Generasi Dalang Muda dan Warisan Wayang Kulit: Kiprah Ki Jangkung Sugiyanto
j.s
Generasi Dalang Muda dan Warisan Wayang Kulit: Kiprah Ki Jangkung Sugiyanto
Generasi Dalang Muda dan Warisan Wayang Kulit: Kiprah Ki Jangkung Sugiyanto
Dunia wayang kulit tengah mengalami masa kebangkitan yang menggembirakan. Generasi muda mulai banyak yang menaruh minat terhadap seni pedalangan, terutama dalam format gaya Surakarta yang dikenal halus, berstruktur, dan sarat filosofi.
Salah satu sosok inspiratif dalam kebangkitan ini adalah Ki Jangkung Sugiyanto, dalang muda asal Wonogiri yang dikenal melalui komunitas Jangkung Laras Indonesia. Ia tak hanya piawai membawakan lakon klasik seperti *Semar Mbangun Desa* atau *Wahyu Kamulyan*, tetapi juga aktif menanamkan nilai-nilai moral dan spiritual khas budaya Jawa.
Pelestarian Budaya dalam Era Digital
Ki Jangkung Sugiyanto termasuk dalang muda yang mampu beradaptasi dengan zaman. Ia memanfaatkan platform digital untuk memperluas jangkauan budaya Jawa, terutama melalui kanal YouTube-nya yang berisi pertunjukan, filosofi, dan wawasan seni pedalangan:
Dengan pendekatan digital ini, ia mampu menjembatani generasi muda yang akrab dengan teknologi agar tidak kehilangan akar budayanya. Setiap pementasan disajikan tidak hanya sebagai hiburan, melainkan juga sarana edukasi dan spiritualitas Jawa.

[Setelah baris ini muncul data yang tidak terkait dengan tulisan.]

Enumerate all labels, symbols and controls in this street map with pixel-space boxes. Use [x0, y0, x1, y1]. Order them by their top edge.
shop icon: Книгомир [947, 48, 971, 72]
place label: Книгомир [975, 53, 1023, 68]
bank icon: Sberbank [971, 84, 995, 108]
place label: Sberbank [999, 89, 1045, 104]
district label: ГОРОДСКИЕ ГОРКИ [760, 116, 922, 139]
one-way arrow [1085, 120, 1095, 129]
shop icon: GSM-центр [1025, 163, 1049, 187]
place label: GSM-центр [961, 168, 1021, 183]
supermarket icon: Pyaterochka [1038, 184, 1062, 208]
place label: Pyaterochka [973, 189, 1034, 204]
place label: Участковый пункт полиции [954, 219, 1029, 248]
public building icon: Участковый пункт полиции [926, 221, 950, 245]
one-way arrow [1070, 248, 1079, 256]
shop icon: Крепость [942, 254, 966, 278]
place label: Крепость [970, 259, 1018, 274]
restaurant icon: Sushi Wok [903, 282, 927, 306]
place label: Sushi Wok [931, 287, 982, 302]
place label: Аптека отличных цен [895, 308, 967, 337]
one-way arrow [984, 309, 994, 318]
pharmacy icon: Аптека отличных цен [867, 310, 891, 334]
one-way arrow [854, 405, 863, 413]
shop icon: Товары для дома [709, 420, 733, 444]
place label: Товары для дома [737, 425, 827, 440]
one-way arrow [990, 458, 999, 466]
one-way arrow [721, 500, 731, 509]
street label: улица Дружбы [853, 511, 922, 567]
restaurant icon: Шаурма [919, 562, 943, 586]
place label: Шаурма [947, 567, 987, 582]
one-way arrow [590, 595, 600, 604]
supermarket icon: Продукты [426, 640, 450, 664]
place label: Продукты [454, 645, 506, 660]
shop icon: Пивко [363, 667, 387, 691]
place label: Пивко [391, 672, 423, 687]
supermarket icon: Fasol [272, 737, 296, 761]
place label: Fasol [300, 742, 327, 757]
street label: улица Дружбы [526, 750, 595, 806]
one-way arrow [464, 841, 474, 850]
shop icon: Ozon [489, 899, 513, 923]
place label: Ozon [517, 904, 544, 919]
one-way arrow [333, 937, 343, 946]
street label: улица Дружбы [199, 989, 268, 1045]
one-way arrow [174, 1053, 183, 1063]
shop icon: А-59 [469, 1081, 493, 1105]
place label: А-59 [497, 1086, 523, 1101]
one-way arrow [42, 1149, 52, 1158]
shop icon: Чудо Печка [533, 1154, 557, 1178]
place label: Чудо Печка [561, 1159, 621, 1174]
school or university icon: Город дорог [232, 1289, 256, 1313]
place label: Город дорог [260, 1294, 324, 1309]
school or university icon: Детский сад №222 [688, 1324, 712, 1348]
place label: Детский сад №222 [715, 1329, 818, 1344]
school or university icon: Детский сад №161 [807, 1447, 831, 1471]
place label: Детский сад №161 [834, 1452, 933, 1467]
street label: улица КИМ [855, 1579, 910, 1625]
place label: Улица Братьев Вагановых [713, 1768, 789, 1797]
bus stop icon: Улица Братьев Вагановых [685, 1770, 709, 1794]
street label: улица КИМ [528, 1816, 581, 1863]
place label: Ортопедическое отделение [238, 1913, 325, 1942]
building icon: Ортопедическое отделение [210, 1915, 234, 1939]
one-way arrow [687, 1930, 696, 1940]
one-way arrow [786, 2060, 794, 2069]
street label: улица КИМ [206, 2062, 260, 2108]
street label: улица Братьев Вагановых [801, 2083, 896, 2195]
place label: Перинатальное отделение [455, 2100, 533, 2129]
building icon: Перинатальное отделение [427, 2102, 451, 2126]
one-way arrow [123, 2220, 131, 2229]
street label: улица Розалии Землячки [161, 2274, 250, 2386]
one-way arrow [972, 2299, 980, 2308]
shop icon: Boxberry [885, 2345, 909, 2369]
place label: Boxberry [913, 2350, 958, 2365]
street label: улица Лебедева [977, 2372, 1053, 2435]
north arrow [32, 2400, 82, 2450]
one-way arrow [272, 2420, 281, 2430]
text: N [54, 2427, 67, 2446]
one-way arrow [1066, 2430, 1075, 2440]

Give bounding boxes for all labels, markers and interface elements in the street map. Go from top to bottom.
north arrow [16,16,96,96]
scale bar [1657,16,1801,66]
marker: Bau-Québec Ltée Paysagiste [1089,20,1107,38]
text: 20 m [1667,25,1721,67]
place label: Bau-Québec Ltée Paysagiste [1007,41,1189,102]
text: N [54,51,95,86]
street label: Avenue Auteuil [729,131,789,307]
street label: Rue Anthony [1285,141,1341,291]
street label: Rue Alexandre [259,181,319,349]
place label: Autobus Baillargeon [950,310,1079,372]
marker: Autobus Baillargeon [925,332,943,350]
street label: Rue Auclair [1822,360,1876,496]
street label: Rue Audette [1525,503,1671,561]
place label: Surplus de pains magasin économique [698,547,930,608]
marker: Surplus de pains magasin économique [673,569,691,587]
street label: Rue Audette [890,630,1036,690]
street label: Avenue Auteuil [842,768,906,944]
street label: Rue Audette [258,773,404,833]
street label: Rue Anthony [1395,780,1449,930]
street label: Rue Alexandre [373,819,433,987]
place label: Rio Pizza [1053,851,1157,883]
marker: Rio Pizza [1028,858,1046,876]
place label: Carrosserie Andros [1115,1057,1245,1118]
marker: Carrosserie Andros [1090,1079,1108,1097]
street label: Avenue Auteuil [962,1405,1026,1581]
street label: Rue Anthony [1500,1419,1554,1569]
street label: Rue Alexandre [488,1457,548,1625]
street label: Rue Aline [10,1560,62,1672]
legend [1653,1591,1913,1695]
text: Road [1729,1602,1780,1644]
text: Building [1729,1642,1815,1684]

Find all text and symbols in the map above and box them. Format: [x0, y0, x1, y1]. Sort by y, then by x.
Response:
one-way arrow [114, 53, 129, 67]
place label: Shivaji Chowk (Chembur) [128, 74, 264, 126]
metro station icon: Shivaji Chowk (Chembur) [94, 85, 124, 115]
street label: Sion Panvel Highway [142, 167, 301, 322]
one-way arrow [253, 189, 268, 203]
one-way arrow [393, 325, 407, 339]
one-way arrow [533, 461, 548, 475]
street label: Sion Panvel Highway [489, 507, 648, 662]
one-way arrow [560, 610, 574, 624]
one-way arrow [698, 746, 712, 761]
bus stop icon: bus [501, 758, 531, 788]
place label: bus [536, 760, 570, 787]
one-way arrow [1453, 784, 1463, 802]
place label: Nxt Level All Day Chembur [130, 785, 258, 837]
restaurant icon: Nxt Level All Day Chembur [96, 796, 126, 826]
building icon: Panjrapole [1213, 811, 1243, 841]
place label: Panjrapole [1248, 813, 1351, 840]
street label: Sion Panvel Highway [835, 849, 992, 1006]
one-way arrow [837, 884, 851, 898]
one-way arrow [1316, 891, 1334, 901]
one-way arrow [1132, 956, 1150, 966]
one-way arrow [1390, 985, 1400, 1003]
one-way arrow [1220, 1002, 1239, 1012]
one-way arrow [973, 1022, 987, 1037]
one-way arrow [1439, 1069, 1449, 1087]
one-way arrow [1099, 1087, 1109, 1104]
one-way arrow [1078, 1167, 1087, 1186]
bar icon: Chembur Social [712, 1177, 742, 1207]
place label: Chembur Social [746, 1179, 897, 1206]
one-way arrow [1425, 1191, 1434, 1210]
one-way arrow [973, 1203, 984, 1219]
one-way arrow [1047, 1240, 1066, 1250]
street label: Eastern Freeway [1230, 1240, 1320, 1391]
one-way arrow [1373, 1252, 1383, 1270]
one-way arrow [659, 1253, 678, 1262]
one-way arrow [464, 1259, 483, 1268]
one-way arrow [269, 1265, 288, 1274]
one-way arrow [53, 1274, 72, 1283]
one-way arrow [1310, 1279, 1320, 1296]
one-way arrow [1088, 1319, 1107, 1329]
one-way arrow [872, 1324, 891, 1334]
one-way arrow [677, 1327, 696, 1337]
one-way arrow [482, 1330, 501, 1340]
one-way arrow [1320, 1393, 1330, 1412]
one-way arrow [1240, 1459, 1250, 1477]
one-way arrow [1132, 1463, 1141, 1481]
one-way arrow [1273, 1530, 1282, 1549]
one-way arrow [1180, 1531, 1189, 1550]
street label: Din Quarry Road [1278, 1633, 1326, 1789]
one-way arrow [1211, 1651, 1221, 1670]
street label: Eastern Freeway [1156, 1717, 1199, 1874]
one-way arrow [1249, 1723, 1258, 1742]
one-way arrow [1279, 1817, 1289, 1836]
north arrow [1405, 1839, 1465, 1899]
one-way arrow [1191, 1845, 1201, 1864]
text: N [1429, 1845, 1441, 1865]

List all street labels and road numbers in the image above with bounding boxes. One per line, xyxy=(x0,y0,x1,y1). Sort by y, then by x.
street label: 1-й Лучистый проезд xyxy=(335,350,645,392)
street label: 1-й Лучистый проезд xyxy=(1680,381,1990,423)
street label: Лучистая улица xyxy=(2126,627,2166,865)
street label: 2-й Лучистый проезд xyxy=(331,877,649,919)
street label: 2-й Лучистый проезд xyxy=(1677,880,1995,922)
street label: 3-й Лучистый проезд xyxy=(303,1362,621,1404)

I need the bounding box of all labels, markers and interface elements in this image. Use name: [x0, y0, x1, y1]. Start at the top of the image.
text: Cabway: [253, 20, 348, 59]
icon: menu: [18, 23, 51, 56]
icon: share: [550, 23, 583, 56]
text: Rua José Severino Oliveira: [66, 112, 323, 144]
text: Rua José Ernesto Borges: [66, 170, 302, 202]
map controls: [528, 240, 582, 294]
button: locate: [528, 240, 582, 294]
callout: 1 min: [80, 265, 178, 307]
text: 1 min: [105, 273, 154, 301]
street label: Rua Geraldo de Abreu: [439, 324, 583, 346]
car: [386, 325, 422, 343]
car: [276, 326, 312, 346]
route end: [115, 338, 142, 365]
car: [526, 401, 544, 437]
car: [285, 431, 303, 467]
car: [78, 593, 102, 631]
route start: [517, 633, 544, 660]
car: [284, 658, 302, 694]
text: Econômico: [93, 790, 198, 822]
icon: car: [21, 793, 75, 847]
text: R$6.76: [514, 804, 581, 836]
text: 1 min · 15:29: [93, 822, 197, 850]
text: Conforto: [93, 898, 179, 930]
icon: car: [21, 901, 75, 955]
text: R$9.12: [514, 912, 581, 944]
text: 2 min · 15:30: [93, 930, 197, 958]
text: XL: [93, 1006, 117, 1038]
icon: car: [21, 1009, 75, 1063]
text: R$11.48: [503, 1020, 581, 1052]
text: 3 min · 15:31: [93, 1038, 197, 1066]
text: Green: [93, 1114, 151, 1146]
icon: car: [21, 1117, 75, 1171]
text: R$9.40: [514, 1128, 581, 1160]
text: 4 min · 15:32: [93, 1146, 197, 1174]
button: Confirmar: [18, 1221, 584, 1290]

Makna Filosofis di Balik Setiap Pakeliran
Sebagaimana dalang-dalang klasik, Ki Jangkung Sugiyanto menekankan pentingnya roso dan tata urip dalam setiap lakon. Baginya, wayang bukan hanya pertunjukan, melainkan media olah rasa dan olah budi untuk menemukan jati diri manusia Jawa.
Dalam lakon-lakon ciptaannya seperti Wahyu Resmi Roso Sejati dan Semar Mbangun Khayanagan, ia mengangkat pesan moral tentang keseimbangan antara spiritualitas dan kemanusiaan. Inilah bentuk “pembangunan jiwa” yang sejalan dengan filosofi Bangun Desa, Bangun Jiwa.
Membangun Generasi Penerus Budaya
Melalui wadah Jangkung Laras Indonesia, Ki Jangkung mengajak generasi muda untuk belajar pedalangan, karawitan, dan filosofi Jawa. Ia percaya bahwa budaya tidak akan punah selama masih ada yang mau “nguri-uri” dengan hati.
“Wayang iku ora mung tontonan, nanging uga tuntunan. Yen rasa lan pikir dadi siji, urip bakal pinaringan padhang.”
– Ki Jangkung Sugiyanto
Penutup
Sosok Ki Jangkung Sugiyanto menjadi teladan bahwa pelestarian budaya Jawa tak harus terjebak dalam masa lalu. Dengan kreativitas dan keikhlasan, seni wayang kulit bisa tetap hidup dan diterima generasi modern.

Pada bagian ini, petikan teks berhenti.